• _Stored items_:
######

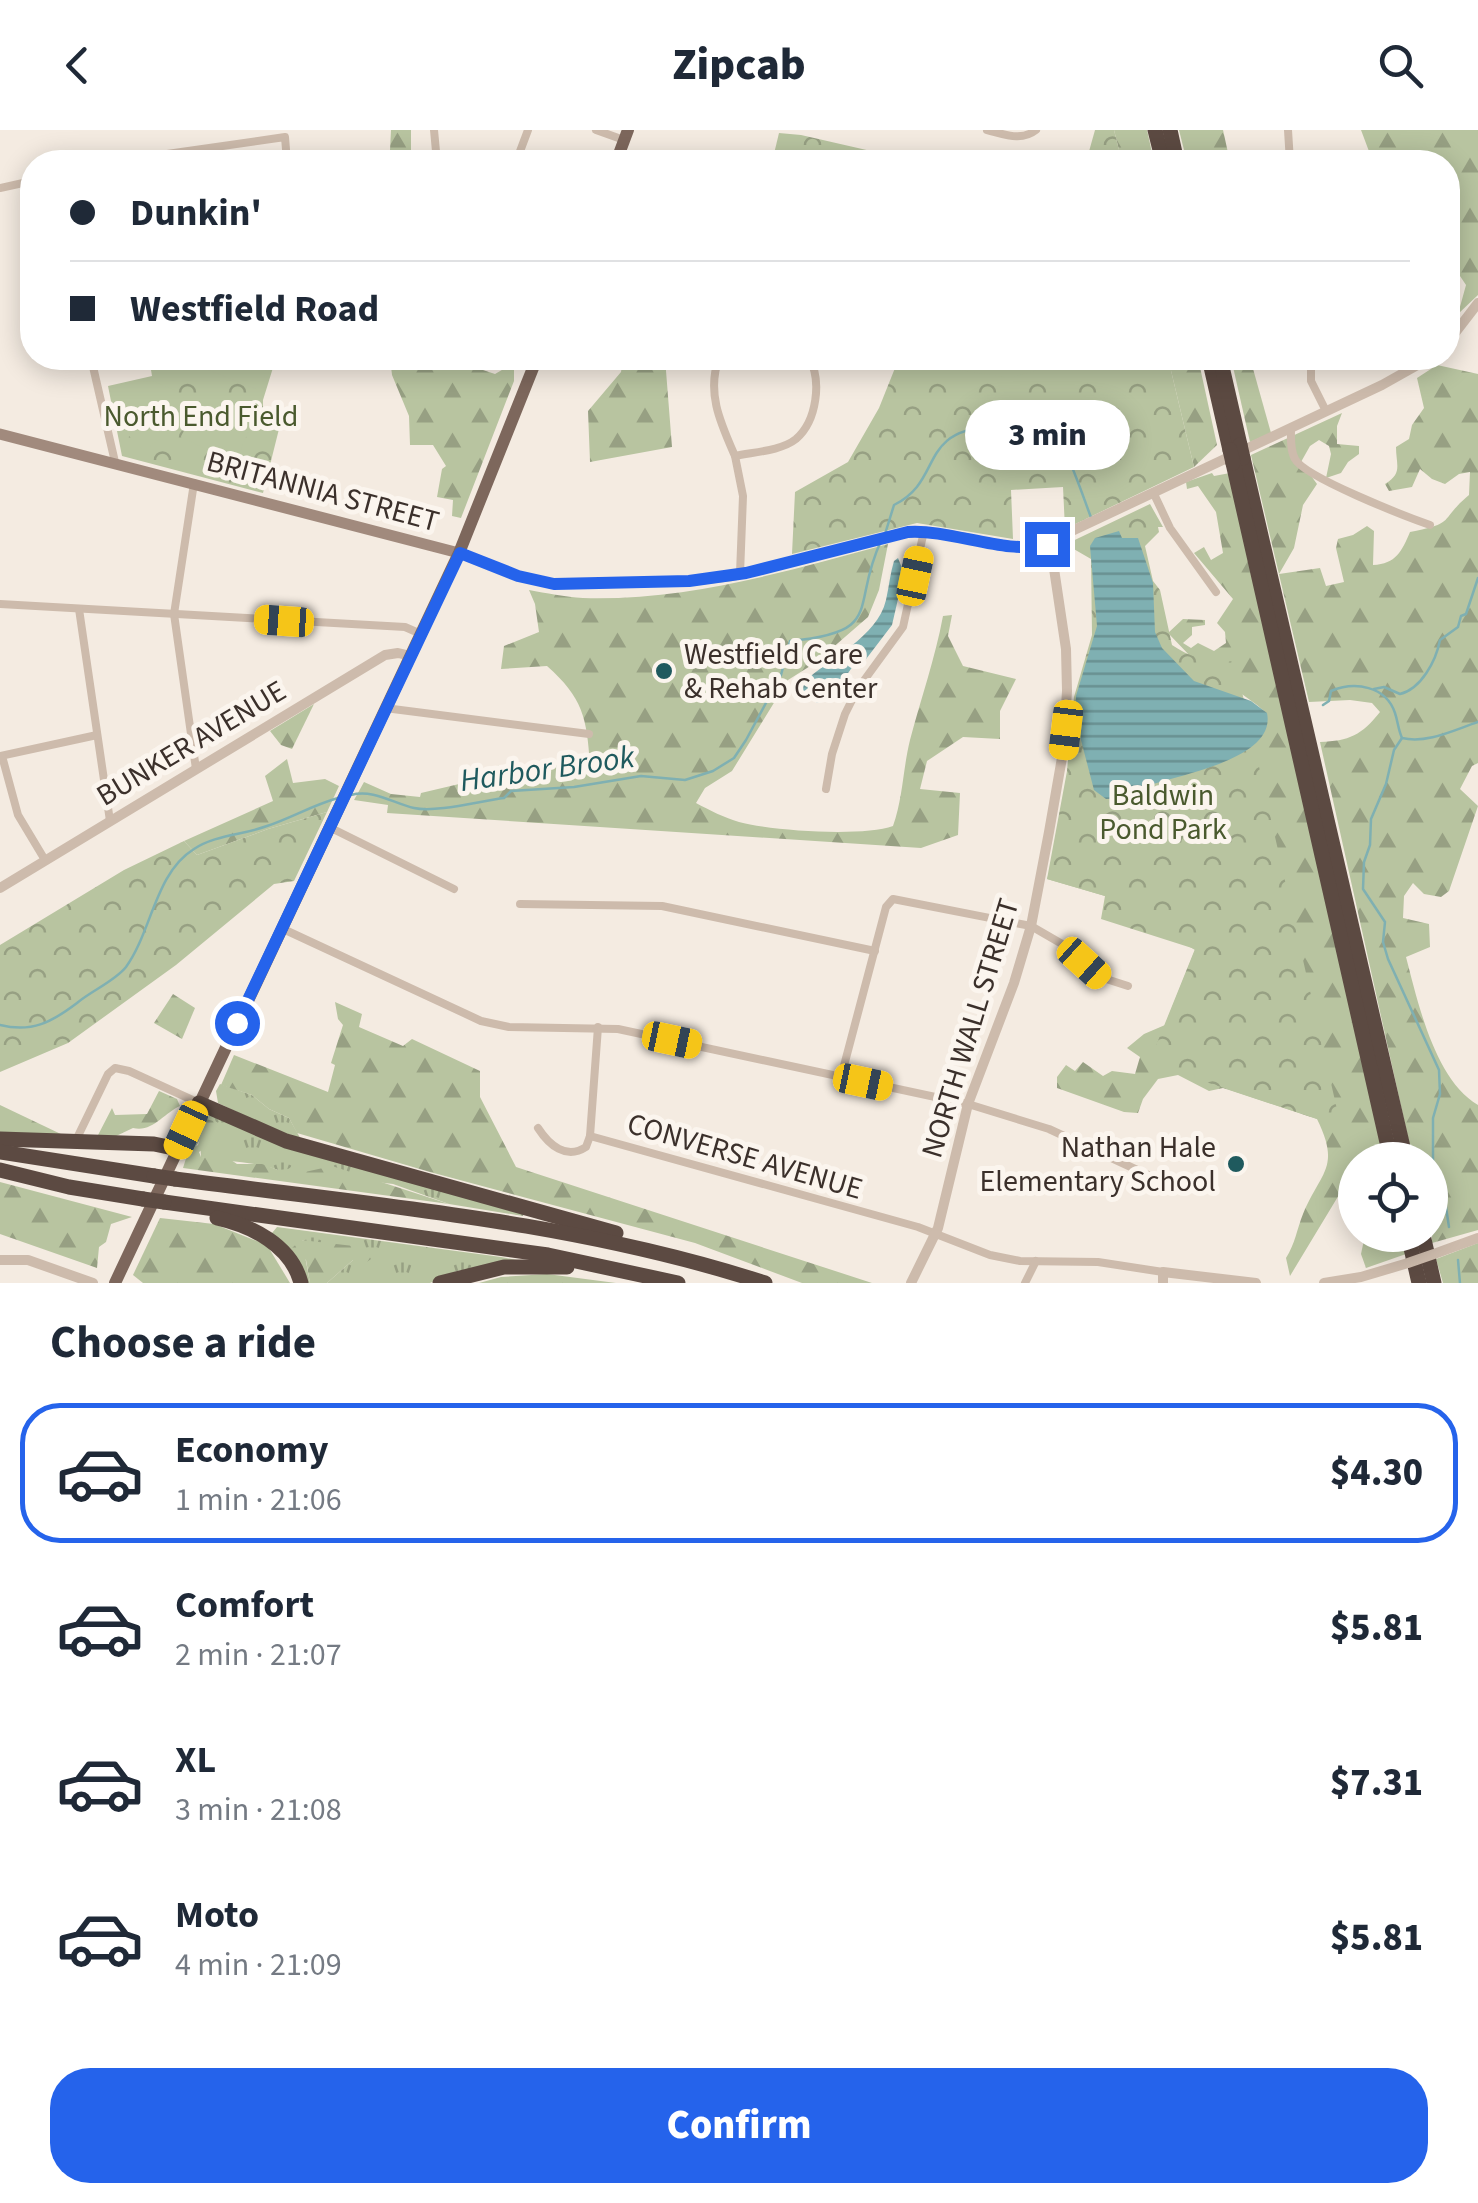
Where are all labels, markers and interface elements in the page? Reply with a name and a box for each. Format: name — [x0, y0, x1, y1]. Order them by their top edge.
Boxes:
text: Zipcab — [672, 33, 806, 97]
icon: back — [50, 38, 105, 93]
icon: search — [1373, 38, 1428, 93]
text: Dunkin' — [130, 186, 262, 240]
text: Westfield Road — [130, 282, 379, 336]
park label: North End Field — [104, 395, 298, 438]
callout: 3 min — [964, 399, 1130, 469]
text: 3 min — [1008, 412, 1087, 458]
street label: BRITANNIA STREET — [202, 440, 444, 543]
route end — [1025, 522, 1070, 567]
car — [894, 544, 936, 608]
car — [253, 604, 315, 638]
place label: Westfield Care & Rehab Center — [684, 633, 878, 710]
marker: Westfield Care & Rehab Center — [653, 660, 675, 682]
street label: BUNKER AVENUE — [88, 670, 294, 817]
car — [1047, 698, 1085, 762]
water label: Harbor Brook — [457, 734, 638, 804]
park label: Baldwin Pond Park — [1099, 774, 1227, 851]
street label: NORTH WALL STREET — [911, 893, 1030, 1163]
car — [1052, 932, 1116, 994]
route start — [215, 1001, 260, 1046]
car — [640, 1019, 704, 1061]
car — [831, 1061, 895, 1103]
car — [160, 1096, 212, 1164]
street label: CONVERSE AVENUE — [622, 1102, 868, 1211]
place label: Nathan Hale Elementary School — [980, 1126, 1216, 1203]
map controls — [1338, 1142, 1448, 1252]
button: locate — [1338, 1142, 1448, 1252]
marker: Nathan Hale Elementary School — [1225, 1153, 1247, 1175]
text: Choose a ride — [50, 1311, 316, 1375]
text: Economy — [175, 1423, 328, 1477]
icon: car — [55, 1428, 145, 1518]
text: $4.30 — [1330, 1446, 1423, 1500]
text: 1 min · 21:06 — [175, 1477, 342, 1523]
text: Comfort — [175, 1578, 314, 1632]
icon: car — [55, 1583, 145, 1673]
text: $5.81 — [1330, 1601, 1423, 1655]
text: 2 min · 21:07 — [175, 1632, 342, 1678]
text: XL — [175, 1733, 216, 1787]
icon: car — [55, 1738, 145, 1828]
text: $7.31 — [1330, 1756, 1423, 1810]
text: 3 min · 21:08 — [175, 1787, 342, 1833]
text: Moto — [175, 1888, 259, 1942]
icon: car — [55, 1893, 145, 1983]
text: $5.81 — [1330, 1911, 1423, 1965]
text: 4 min · 21:09 — [175, 1942, 342, 1988]
button: Confirm — [50, 2068, 1428, 2183]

######

• _Task_:
Filter the records down to the lines containing the word "Rehab", and copy those.

• _Answer to this task_:
place label: Westfield Care & Rehab Center — [684, 633, 878, 710]
marker: Westfield Care & Rehab Center — [653, 660, 675, 682]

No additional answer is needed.